## [Saved data entries]
---

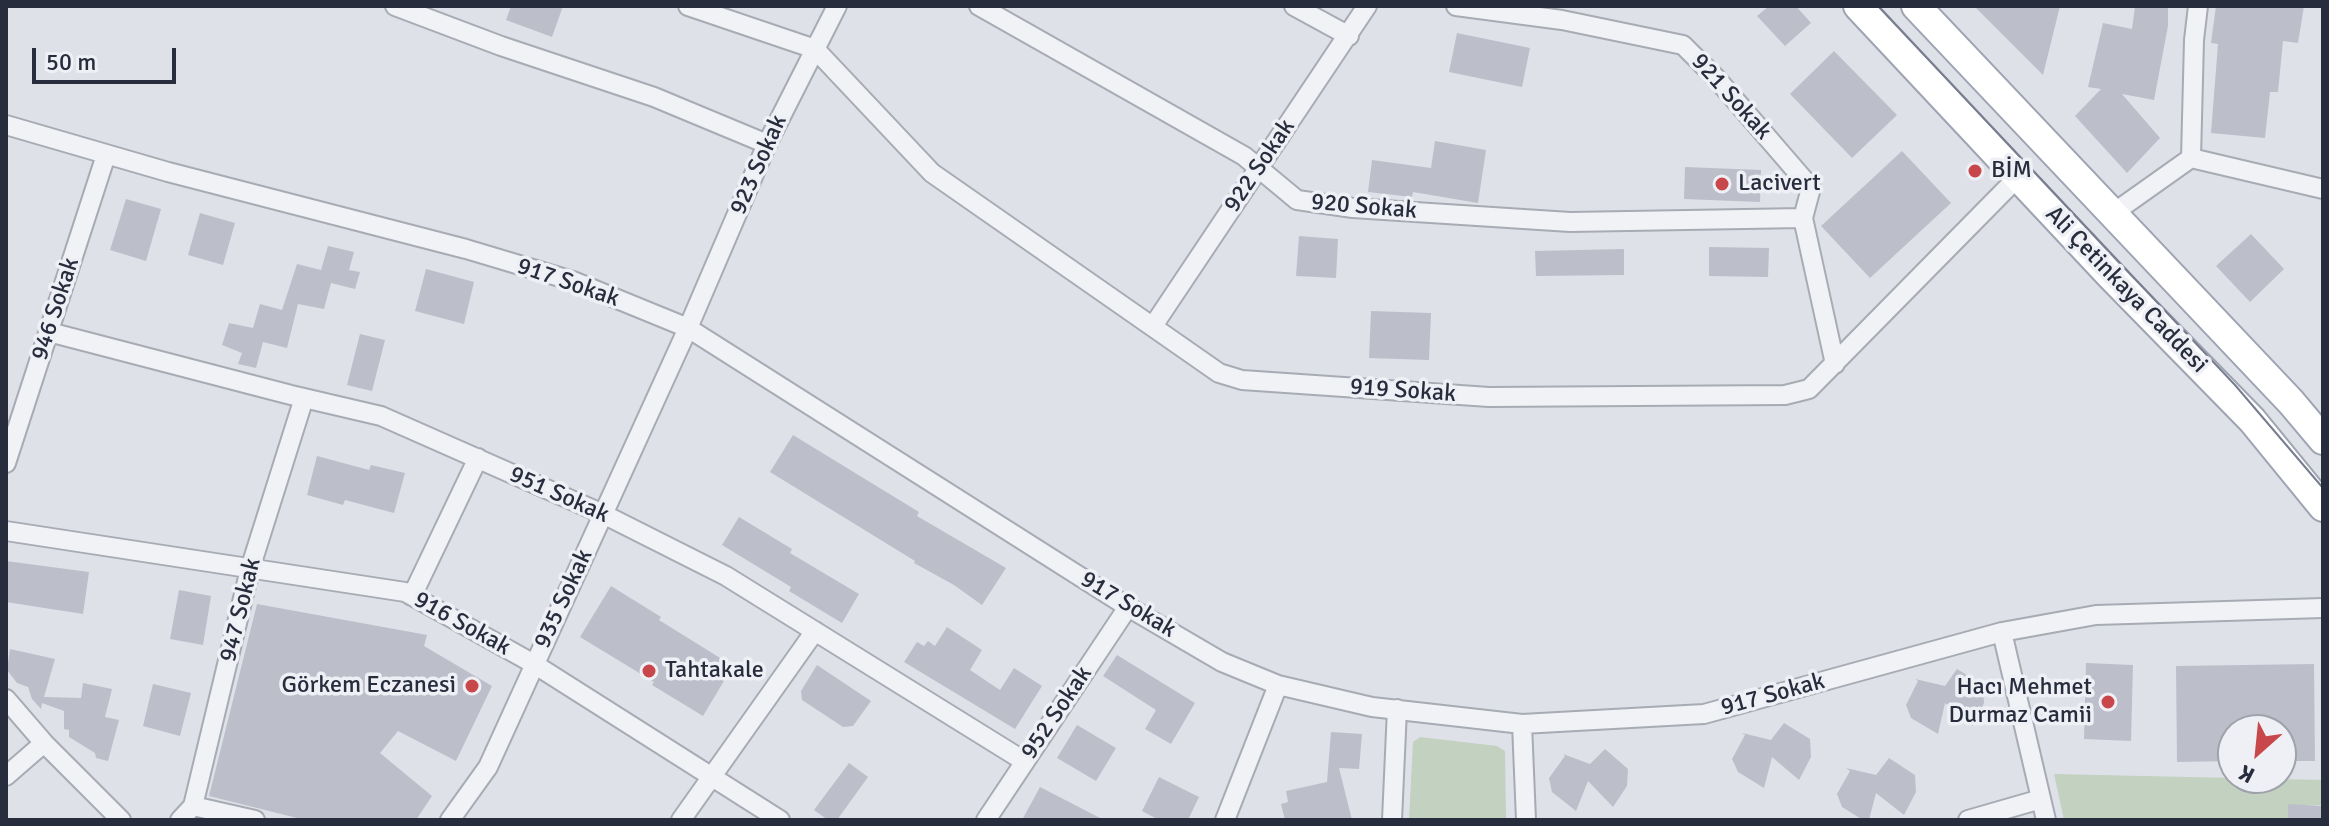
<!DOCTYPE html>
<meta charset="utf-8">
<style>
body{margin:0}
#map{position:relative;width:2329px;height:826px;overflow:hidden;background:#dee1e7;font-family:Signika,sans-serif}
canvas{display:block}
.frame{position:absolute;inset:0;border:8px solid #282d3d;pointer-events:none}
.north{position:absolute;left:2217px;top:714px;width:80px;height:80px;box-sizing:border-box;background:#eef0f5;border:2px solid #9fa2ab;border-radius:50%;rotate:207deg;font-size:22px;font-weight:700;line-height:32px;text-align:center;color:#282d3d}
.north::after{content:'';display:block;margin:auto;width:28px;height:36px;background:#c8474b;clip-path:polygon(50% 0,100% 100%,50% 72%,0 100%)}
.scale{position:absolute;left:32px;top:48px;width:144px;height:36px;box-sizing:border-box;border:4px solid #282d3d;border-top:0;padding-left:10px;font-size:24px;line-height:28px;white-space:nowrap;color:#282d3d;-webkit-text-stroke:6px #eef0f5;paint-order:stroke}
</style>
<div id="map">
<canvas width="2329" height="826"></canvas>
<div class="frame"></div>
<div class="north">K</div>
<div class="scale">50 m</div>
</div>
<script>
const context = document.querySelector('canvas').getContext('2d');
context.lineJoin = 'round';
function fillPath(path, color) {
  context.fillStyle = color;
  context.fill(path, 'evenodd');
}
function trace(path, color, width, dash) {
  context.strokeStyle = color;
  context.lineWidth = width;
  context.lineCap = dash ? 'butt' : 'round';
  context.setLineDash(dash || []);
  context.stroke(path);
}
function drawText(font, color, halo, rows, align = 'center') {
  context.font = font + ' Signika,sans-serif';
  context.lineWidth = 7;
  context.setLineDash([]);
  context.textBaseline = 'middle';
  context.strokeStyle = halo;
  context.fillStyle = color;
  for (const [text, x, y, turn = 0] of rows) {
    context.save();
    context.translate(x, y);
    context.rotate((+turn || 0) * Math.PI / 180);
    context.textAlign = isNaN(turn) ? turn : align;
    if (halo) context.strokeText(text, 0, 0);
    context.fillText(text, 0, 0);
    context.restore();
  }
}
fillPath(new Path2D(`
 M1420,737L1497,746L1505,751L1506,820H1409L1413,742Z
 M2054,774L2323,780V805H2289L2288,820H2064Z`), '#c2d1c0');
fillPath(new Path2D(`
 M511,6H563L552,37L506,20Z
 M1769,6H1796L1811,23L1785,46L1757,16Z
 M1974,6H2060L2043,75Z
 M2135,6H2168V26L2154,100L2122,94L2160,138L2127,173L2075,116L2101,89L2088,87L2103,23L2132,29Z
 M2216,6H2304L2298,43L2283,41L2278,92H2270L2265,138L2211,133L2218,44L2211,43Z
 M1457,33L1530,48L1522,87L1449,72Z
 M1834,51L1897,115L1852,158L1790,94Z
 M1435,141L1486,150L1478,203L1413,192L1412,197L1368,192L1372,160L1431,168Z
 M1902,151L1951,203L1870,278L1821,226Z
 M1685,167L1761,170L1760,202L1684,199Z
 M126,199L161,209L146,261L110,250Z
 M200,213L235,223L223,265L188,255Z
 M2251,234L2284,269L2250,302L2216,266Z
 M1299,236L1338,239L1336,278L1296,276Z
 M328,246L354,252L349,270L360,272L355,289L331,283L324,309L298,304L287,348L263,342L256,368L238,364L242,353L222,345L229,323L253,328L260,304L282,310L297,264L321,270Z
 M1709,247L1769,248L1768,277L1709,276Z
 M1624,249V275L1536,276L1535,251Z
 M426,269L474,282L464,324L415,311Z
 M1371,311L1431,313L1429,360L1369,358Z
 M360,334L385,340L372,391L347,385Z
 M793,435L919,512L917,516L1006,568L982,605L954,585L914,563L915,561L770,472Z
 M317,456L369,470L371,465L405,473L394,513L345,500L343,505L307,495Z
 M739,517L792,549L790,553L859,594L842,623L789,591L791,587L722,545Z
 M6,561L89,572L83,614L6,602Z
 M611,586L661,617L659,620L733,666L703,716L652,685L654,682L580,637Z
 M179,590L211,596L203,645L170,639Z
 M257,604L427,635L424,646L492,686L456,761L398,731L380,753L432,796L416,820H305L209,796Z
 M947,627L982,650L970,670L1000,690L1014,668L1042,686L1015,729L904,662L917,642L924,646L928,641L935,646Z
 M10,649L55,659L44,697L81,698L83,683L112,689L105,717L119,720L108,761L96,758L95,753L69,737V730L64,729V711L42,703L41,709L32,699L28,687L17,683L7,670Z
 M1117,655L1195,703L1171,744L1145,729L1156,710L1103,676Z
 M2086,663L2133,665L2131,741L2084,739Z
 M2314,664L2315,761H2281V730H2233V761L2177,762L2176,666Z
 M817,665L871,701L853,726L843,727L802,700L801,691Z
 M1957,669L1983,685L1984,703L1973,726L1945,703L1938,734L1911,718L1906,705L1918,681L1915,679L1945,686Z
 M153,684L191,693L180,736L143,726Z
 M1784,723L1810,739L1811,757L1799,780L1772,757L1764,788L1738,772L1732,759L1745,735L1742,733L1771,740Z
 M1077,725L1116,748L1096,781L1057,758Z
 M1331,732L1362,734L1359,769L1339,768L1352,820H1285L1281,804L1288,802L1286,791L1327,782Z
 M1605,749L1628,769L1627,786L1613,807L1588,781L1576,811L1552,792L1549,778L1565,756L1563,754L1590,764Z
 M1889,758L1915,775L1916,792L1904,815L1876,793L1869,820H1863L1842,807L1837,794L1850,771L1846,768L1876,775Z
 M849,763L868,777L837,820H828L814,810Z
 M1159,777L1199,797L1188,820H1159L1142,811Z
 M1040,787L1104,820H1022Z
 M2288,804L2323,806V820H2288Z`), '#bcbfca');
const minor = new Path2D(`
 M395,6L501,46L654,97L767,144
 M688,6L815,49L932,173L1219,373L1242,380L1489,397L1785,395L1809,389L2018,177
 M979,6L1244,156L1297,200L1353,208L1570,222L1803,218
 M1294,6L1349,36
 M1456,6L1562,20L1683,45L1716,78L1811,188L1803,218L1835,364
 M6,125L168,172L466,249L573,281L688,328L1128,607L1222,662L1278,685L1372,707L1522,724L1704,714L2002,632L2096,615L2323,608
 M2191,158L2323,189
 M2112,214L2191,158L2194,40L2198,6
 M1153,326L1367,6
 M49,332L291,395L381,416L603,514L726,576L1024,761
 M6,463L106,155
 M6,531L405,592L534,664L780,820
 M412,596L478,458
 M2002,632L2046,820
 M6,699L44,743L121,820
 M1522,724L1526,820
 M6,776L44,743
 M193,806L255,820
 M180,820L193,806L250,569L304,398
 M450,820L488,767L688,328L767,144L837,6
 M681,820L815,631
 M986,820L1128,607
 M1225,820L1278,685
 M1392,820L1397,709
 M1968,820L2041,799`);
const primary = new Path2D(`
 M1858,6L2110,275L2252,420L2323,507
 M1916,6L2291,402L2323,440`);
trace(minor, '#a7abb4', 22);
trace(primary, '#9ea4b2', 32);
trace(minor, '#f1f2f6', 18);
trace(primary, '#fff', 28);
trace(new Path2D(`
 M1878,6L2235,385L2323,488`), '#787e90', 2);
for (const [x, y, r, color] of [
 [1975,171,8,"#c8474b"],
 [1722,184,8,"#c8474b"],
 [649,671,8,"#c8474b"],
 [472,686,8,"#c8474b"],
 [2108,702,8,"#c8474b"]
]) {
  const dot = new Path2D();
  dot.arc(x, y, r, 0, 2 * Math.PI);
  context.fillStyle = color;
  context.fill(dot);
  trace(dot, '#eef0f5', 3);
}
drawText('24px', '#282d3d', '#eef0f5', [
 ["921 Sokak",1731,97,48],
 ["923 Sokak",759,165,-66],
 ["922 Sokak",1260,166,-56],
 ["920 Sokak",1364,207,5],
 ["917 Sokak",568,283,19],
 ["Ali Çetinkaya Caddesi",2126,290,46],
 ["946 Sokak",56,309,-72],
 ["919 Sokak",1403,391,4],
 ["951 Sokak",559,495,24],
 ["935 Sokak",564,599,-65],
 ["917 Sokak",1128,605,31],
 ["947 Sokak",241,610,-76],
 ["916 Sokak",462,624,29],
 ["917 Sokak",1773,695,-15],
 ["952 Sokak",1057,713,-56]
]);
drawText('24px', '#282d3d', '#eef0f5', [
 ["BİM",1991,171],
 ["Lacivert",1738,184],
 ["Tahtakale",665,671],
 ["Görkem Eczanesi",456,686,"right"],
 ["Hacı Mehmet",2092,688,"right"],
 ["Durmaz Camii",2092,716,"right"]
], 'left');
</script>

---

## [DIRECTIONS FOR THIS TASK]
Say, as a bare number, how many lines in the entries above include the string "Math".

## [EXERCISE RESPONSE]
2